(Stored data)
=-=-=

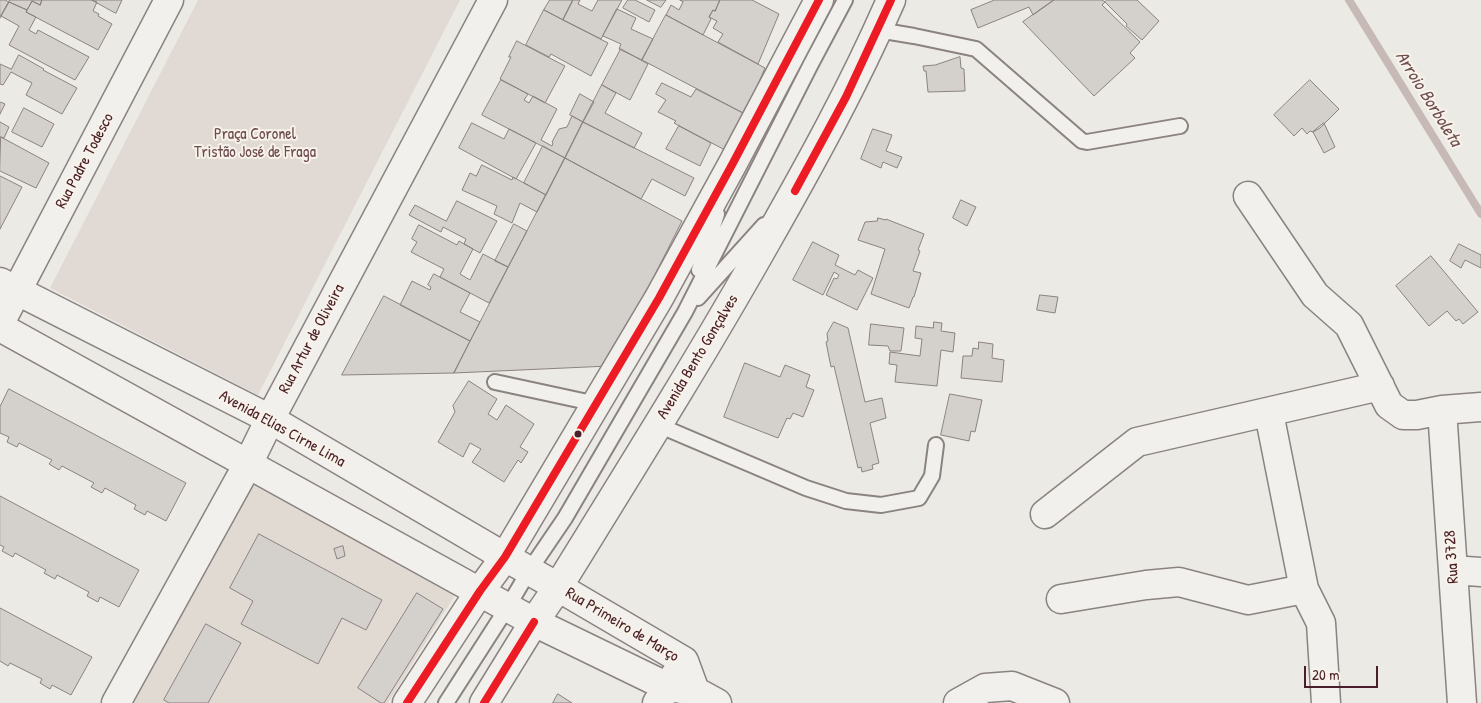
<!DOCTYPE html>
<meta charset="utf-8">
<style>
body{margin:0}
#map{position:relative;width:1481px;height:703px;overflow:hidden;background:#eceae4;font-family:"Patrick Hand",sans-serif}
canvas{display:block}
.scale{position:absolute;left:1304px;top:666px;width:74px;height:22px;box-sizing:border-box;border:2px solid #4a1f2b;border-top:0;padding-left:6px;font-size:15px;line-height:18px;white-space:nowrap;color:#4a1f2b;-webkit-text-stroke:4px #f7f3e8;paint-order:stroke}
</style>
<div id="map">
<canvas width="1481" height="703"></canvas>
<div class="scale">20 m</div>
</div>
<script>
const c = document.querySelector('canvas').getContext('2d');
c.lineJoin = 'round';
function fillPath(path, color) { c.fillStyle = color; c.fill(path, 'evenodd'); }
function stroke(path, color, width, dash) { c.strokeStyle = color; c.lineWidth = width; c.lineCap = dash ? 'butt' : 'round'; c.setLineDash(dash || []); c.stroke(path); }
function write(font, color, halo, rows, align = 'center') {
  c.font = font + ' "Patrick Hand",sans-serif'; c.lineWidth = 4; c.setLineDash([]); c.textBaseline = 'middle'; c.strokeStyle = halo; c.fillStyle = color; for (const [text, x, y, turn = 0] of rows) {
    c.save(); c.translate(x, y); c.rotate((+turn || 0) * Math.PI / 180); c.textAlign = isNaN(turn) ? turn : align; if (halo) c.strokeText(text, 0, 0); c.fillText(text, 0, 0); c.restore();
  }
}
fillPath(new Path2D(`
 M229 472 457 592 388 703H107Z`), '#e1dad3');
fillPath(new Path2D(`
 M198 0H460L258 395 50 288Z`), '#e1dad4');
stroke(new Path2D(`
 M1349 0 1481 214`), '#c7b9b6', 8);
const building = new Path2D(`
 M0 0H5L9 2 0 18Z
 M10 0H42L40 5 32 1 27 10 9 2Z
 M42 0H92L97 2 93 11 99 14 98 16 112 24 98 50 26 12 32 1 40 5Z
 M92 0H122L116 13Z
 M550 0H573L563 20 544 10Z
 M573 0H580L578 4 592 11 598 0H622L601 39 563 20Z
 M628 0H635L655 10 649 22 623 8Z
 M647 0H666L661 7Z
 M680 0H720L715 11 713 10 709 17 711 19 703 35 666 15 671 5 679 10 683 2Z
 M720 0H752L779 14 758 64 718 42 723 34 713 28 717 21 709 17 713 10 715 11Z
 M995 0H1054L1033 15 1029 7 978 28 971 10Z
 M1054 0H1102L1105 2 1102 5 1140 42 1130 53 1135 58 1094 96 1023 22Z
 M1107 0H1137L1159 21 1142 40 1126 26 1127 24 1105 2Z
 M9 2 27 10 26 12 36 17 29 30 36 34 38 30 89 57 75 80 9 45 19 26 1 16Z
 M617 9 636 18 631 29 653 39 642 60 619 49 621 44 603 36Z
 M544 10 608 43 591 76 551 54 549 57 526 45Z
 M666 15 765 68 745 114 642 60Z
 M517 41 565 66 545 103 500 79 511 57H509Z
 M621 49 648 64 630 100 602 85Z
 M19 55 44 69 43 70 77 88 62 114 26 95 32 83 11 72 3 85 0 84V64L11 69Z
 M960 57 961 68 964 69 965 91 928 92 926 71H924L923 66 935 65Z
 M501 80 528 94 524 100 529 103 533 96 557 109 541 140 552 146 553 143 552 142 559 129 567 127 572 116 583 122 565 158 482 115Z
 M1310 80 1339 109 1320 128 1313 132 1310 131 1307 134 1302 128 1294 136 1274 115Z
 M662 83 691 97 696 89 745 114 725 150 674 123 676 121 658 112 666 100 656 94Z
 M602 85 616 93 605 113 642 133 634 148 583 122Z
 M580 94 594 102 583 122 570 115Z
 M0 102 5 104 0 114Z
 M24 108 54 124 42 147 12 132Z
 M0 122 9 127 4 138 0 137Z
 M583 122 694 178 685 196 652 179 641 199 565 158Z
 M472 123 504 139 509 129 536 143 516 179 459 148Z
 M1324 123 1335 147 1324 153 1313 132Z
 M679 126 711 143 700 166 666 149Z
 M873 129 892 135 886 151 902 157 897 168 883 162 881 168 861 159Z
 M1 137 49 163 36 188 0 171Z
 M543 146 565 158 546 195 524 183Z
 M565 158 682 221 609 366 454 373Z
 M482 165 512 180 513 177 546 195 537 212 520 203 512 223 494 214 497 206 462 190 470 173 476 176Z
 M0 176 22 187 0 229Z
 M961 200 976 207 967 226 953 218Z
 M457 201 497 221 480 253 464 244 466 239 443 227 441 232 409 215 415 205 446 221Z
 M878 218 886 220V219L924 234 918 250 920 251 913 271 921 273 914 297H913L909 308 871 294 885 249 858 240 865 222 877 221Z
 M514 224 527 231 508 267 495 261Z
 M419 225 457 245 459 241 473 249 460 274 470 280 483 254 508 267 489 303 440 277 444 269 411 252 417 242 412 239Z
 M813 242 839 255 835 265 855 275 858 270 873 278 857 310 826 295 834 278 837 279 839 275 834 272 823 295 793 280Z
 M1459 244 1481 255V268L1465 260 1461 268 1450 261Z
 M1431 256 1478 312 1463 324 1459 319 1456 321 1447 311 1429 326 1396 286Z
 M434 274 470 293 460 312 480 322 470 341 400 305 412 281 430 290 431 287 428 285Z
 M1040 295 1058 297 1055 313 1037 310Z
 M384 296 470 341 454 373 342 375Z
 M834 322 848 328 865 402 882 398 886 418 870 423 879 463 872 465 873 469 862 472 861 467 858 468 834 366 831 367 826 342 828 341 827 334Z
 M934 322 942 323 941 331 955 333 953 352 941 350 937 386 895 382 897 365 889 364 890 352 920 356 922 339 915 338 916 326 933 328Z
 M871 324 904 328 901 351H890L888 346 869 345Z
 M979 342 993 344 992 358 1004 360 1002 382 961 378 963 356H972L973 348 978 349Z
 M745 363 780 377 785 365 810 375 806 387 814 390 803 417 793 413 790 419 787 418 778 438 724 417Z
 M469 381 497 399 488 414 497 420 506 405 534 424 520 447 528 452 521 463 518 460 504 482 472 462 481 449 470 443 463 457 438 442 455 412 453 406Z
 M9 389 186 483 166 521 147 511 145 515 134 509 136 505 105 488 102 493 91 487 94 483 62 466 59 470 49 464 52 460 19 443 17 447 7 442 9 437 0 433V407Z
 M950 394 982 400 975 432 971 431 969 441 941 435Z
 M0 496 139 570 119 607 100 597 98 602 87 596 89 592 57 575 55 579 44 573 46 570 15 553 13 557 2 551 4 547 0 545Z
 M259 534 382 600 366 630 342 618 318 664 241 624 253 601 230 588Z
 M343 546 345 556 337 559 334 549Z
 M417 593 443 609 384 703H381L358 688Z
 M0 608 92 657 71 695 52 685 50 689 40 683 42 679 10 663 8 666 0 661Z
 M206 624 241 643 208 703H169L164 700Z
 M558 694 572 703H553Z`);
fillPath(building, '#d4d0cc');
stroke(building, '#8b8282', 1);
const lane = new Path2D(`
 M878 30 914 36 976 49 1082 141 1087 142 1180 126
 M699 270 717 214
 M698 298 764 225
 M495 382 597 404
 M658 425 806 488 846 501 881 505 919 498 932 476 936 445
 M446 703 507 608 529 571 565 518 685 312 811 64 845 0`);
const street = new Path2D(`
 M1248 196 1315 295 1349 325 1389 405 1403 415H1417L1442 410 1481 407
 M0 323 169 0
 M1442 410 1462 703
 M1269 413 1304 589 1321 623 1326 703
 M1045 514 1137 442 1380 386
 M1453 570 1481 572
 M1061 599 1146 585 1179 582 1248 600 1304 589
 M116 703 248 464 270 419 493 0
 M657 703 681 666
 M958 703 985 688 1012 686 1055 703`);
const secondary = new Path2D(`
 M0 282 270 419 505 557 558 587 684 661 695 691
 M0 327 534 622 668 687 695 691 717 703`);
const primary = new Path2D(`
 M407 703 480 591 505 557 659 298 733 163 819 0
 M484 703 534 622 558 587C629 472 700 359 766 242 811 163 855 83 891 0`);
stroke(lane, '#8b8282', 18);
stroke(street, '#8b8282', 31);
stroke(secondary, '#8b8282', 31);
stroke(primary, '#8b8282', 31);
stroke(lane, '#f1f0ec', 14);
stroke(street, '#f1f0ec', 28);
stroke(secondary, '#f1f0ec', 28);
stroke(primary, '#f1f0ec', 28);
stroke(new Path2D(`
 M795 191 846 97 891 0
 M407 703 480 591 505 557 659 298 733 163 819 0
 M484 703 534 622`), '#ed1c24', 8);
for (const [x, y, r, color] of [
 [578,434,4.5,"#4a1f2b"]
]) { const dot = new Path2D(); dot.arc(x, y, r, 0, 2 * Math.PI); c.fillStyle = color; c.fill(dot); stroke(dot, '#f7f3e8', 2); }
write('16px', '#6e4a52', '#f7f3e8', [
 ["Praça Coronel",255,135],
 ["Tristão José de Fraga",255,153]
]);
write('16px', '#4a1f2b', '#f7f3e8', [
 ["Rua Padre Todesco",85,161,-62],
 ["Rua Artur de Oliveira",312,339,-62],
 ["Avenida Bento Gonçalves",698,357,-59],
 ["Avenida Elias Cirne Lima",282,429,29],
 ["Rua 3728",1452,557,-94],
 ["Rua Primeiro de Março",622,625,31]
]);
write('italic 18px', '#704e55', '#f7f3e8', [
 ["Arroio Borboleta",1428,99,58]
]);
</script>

=-=-=

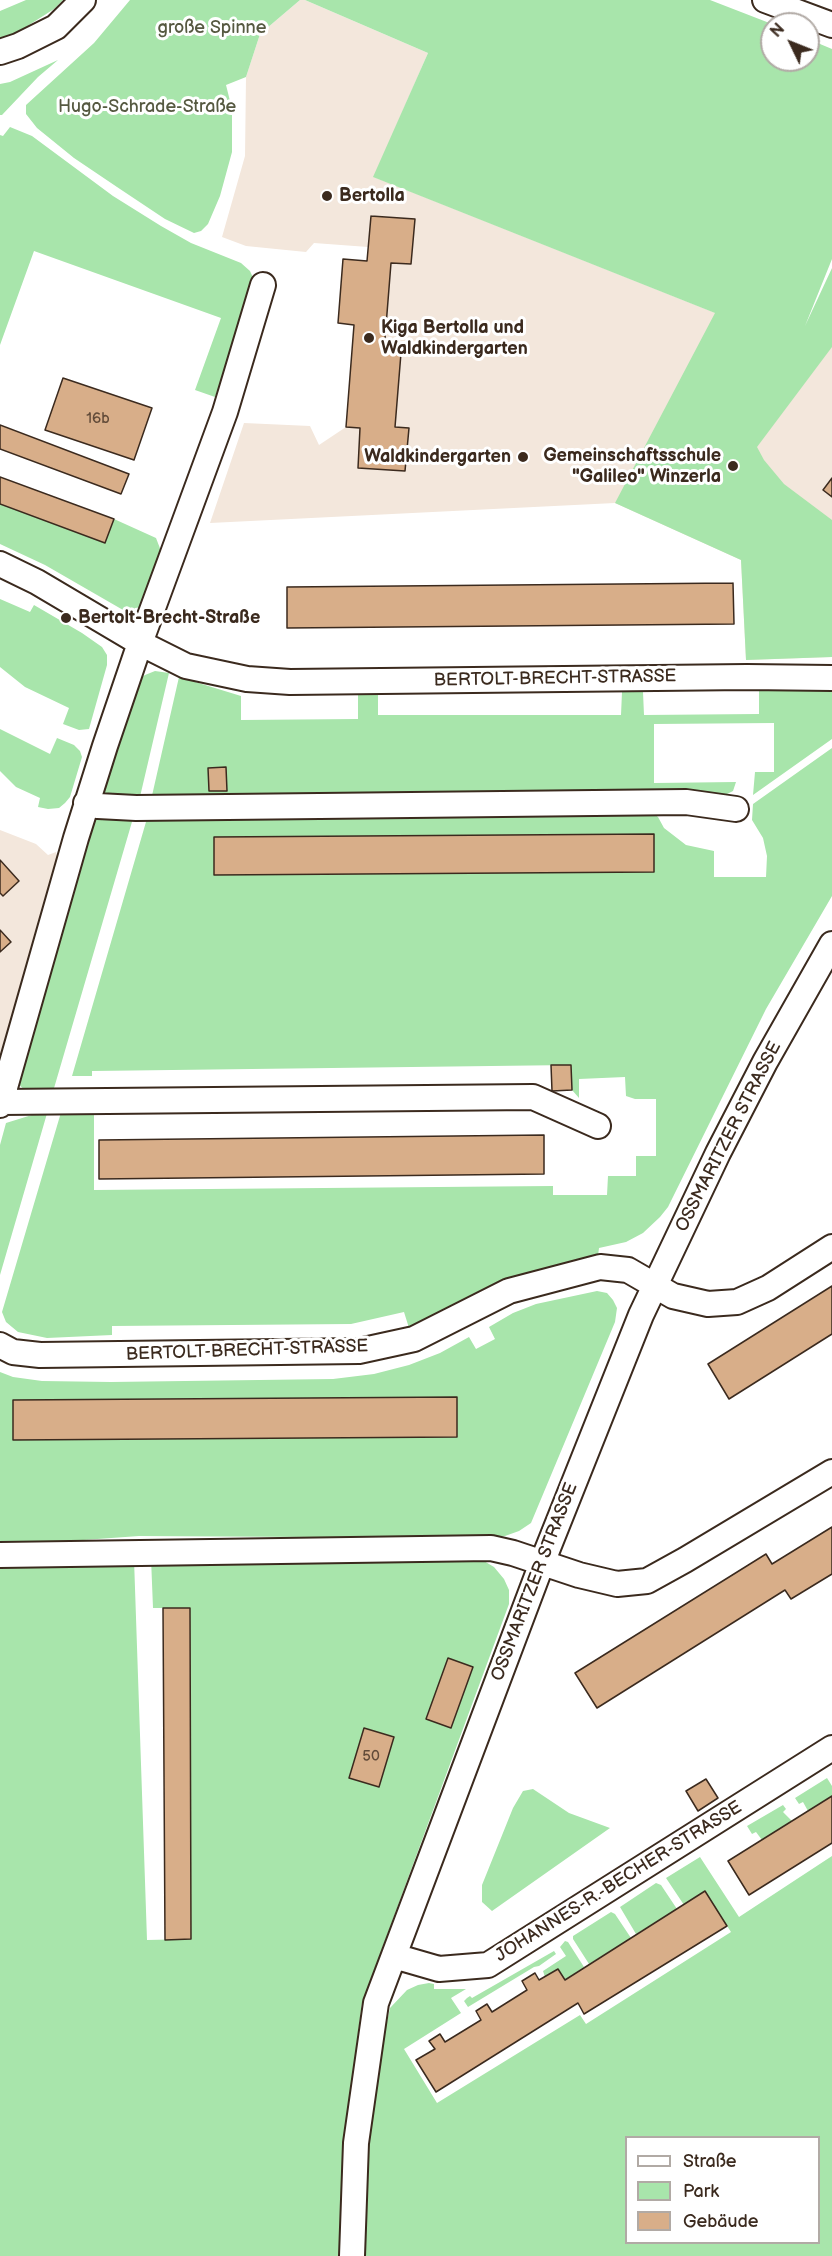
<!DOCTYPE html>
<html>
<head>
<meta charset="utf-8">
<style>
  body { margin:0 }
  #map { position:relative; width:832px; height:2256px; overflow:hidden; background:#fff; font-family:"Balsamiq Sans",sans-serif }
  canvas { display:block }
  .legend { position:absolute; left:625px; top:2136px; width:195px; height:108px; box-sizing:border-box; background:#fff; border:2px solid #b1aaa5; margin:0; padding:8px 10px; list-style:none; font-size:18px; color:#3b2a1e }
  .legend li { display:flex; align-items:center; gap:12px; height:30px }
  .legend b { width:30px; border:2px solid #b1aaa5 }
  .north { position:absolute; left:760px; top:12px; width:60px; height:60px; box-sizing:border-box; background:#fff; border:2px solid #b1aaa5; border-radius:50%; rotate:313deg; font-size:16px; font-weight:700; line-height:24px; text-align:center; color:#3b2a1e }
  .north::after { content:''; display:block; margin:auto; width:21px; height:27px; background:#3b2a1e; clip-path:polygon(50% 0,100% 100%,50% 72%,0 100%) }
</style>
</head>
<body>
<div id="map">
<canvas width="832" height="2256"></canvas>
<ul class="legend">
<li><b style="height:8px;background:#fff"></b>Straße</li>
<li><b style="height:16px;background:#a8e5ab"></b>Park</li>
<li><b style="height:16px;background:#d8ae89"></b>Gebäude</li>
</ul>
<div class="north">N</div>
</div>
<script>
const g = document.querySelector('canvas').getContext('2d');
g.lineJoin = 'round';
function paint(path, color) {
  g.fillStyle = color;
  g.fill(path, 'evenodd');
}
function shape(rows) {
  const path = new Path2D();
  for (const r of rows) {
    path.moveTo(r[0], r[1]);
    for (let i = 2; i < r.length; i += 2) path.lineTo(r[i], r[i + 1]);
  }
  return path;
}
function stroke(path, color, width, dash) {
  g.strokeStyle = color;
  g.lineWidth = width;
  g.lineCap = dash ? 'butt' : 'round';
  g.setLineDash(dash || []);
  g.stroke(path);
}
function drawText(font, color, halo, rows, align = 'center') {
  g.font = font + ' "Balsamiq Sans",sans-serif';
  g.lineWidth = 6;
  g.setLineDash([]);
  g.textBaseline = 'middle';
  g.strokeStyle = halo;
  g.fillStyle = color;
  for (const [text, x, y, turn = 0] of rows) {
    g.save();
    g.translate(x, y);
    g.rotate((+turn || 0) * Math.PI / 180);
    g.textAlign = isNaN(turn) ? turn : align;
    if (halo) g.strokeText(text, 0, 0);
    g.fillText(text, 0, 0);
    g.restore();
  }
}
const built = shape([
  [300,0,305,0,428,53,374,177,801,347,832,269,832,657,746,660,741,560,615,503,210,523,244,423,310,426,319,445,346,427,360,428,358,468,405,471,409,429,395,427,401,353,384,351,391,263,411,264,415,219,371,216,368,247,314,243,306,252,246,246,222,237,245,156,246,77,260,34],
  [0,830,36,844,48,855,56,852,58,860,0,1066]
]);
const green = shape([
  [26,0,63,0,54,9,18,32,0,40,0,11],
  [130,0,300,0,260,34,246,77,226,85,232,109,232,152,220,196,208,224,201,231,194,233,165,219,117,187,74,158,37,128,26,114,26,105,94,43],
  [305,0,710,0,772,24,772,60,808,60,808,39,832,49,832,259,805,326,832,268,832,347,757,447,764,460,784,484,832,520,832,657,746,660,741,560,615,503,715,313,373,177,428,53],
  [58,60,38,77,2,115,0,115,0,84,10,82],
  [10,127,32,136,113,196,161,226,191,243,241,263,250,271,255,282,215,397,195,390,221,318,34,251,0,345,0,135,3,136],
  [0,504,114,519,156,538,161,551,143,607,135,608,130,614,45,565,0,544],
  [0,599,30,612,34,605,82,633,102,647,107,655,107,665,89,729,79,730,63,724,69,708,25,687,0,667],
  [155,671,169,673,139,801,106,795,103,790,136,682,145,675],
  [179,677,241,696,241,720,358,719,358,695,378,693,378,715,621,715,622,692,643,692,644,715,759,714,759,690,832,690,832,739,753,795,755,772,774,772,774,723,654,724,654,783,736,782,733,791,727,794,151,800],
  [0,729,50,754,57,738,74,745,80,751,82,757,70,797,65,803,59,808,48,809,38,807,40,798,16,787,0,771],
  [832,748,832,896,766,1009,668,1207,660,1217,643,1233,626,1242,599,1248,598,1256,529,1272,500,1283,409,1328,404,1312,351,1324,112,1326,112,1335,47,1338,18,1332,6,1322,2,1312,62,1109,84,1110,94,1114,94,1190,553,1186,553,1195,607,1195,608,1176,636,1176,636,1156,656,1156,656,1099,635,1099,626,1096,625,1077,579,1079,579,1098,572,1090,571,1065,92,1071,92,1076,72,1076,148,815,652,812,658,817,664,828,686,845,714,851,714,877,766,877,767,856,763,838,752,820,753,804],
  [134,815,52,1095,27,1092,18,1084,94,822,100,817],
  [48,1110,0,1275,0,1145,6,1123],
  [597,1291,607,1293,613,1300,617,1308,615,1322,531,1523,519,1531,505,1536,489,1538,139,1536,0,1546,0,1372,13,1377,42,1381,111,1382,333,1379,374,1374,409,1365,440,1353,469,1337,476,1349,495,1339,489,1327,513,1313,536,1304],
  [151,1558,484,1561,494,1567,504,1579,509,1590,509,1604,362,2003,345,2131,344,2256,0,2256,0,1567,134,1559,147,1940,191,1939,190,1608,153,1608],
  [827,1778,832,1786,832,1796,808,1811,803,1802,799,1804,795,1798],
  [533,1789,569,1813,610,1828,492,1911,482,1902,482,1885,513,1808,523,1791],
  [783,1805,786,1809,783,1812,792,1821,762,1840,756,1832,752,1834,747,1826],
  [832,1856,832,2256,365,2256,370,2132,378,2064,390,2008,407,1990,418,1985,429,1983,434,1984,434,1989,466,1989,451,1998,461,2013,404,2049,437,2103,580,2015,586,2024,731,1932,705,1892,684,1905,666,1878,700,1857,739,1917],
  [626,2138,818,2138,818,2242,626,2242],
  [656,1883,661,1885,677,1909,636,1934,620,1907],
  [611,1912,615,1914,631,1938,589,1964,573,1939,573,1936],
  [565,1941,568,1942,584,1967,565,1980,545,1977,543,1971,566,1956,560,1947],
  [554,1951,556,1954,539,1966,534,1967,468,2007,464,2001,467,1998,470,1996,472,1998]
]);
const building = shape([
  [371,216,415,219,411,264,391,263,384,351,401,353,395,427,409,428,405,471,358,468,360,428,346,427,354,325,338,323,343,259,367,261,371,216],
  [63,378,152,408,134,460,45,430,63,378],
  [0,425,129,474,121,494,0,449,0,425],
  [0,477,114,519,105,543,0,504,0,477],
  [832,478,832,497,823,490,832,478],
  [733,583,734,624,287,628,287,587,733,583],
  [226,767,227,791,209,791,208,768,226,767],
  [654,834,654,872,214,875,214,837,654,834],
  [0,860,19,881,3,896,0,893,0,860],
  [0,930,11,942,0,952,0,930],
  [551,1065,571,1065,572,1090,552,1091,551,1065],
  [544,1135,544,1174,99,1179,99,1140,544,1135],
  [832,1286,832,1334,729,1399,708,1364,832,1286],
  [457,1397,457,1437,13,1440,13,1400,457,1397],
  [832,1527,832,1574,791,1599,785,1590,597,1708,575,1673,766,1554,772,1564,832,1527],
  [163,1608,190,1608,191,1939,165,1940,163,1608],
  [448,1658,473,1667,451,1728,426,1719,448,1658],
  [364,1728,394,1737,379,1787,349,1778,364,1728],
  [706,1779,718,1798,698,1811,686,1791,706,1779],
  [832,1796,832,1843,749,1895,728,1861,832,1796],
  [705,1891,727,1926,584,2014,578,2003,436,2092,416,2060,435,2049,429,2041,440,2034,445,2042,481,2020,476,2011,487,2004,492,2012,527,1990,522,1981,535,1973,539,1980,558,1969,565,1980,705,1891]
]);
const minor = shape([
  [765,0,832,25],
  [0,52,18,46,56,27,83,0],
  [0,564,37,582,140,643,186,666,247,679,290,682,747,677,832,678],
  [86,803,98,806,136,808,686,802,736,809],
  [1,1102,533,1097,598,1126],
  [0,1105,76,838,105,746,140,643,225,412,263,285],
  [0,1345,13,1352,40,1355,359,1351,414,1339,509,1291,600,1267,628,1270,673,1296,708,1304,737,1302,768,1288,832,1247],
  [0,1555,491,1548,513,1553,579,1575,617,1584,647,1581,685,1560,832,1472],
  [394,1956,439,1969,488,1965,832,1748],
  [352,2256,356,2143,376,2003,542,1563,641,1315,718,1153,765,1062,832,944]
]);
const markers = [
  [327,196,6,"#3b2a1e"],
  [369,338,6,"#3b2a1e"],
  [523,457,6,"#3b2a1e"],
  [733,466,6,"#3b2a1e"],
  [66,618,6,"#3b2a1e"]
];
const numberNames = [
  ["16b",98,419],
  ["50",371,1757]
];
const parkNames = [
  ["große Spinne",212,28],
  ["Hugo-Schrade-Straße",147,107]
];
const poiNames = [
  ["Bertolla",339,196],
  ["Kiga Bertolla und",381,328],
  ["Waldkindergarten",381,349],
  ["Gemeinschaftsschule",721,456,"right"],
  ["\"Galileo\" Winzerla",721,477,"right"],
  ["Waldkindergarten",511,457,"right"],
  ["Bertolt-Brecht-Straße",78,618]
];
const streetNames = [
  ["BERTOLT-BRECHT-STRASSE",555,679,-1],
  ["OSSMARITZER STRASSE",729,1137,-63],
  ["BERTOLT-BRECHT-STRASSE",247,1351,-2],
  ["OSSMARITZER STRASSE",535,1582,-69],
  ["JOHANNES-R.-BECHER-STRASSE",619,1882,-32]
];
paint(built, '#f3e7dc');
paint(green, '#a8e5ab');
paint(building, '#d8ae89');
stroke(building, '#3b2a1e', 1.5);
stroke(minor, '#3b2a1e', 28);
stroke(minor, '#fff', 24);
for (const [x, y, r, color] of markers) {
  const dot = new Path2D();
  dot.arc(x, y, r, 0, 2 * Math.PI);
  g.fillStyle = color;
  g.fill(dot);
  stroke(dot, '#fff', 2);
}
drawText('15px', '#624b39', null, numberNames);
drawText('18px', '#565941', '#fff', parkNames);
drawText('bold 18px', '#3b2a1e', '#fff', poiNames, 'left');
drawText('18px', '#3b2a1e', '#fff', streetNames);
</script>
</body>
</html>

=-=-=

Work to complete: Determine how many lines of the data above hold the word "butt". Output that number only.

Reply: 2